━━━━━ Dataset records ━━━━━

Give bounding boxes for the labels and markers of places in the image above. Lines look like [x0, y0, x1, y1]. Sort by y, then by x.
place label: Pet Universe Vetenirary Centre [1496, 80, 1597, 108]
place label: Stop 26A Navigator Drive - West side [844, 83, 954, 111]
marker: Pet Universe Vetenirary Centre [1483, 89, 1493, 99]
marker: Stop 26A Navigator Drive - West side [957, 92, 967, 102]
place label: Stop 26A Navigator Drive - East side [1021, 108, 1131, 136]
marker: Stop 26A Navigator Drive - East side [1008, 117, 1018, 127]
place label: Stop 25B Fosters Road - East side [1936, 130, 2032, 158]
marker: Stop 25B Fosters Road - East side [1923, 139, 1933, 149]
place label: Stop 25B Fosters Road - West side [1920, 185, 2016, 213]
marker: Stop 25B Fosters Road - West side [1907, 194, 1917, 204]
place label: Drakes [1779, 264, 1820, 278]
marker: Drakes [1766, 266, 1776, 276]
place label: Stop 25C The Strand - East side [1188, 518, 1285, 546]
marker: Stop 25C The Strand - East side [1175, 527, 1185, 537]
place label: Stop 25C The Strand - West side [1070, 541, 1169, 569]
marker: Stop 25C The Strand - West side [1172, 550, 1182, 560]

━━━━━

> Work request: Each record is to be restated word for word.

> Output:
Give bounding boxes for the labels and markers of places in the image above. Lines look like [x0, y0, x1, y1]. Sort by y, then by x.
place label: Pet Universe Vetenirary Centre [1496, 80, 1597, 108]
place label: Stop 26A Navigator Drive - West side [844, 83, 954, 111]
marker: Pet Universe Vetenirary Centre [1483, 89, 1493, 99]
marker: Stop 26A Navigator Drive - West side [957, 92, 967, 102]
place label: Stop 26A Navigator Drive - East side [1021, 108, 1131, 136]
marker: Stop 26A Navigator Drive - East side [1008, 117, 1018, 127]
place label: Stop 25B Fosters Road - East side [1936, 130, 2032, 158]
marker: Stop 25B Fosters Road - East side [1923, 139, 1933, 149]
place label: Stop 25B Fosters Road - West side [1920, 185, 2016, 213]
marker: Stop 25B Fosters Road - West side [1907, 194, 1917, 204]
place label: Drakes [1779, 264, 1820, 278]
marker: Drakes [1766, 266, 1776, 276]
place label: Stop 25C The Strand - East side [1188, 518, 1285, 546]
marker: Stop 25C The Strand - East side [1175, 527, 1185, 537]
place label: Stop 25C The Strand - West side [1070, 541, 1169, 569]
marker: Stop 25C The Strand - West side [1172, 550, 1182, 560]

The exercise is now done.